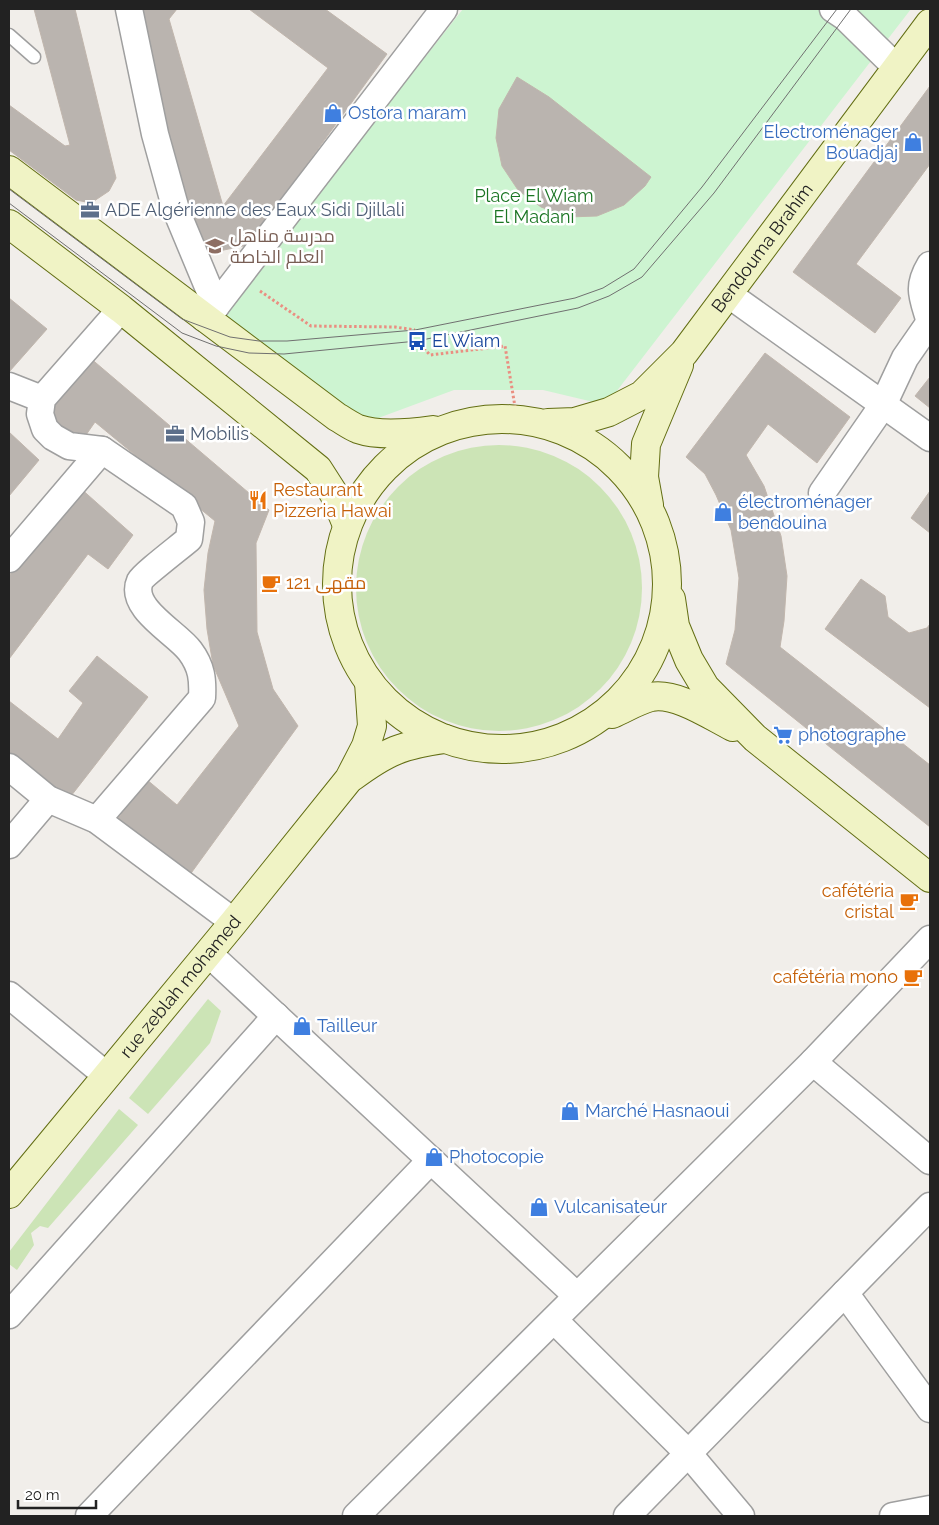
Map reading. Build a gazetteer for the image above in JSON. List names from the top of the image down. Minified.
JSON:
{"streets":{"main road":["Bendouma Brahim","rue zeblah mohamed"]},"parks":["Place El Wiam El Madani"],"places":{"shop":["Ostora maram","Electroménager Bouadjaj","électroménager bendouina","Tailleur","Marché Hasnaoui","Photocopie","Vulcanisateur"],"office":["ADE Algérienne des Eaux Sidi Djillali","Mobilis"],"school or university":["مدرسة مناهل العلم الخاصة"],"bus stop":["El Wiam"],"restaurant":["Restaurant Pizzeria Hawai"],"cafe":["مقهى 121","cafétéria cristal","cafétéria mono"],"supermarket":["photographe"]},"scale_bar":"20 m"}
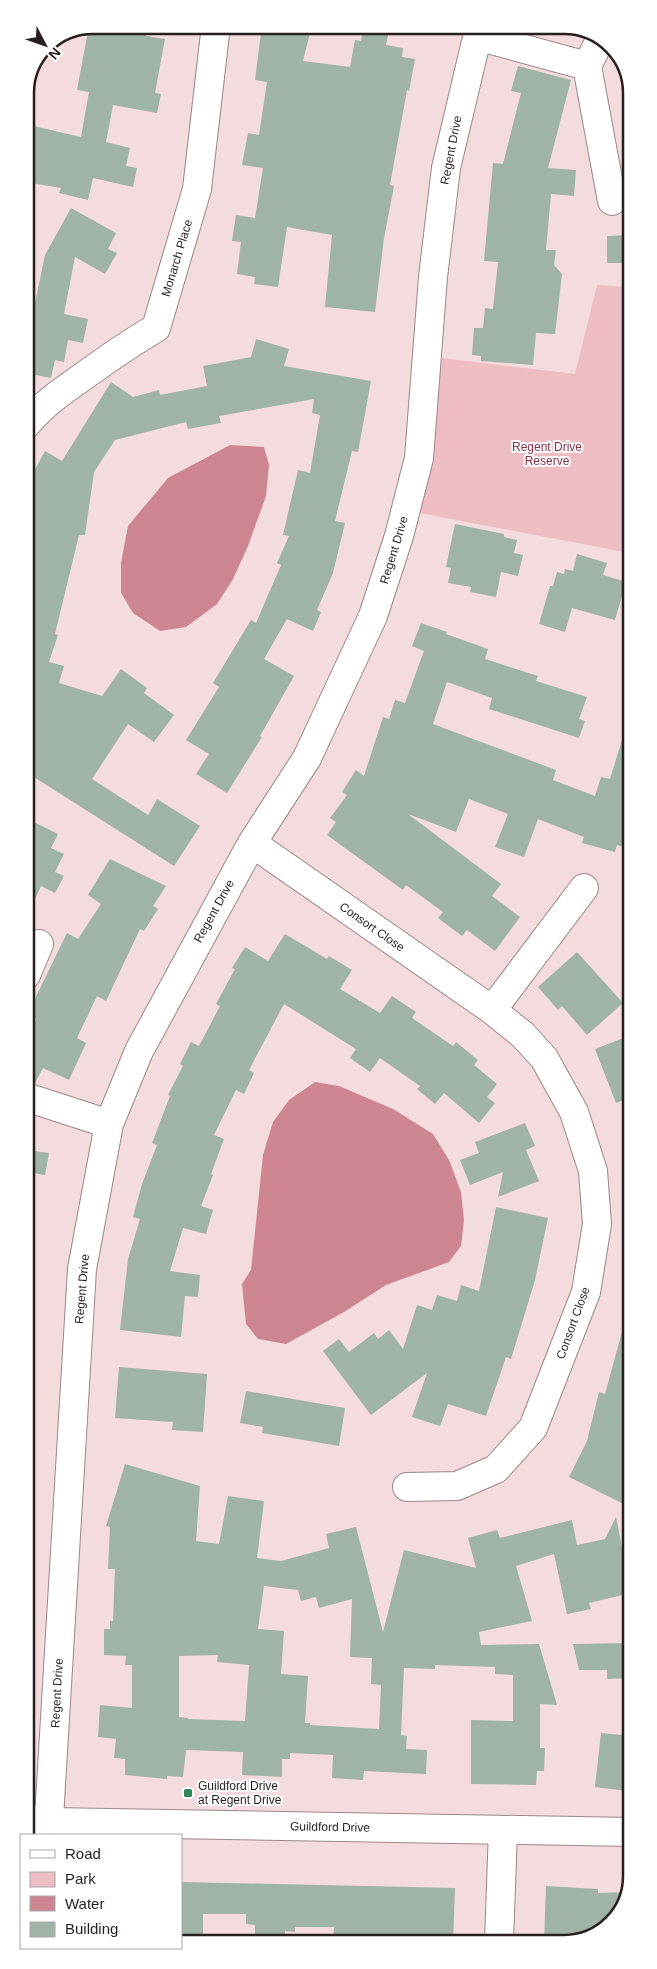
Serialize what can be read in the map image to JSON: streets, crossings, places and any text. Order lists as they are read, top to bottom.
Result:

■ **TASK DIRECTIONS**: When you reach the line that contains "Serialize what can" in the material above, please copy it and every line after it exactly, stopping only at the last line.

■ **SOLUTION TO THE PROBLEM**:
Serialize what can be read in the map image to JSON: streets, crossings, places and any text. Order lists as they are read, top to bottom.
Result:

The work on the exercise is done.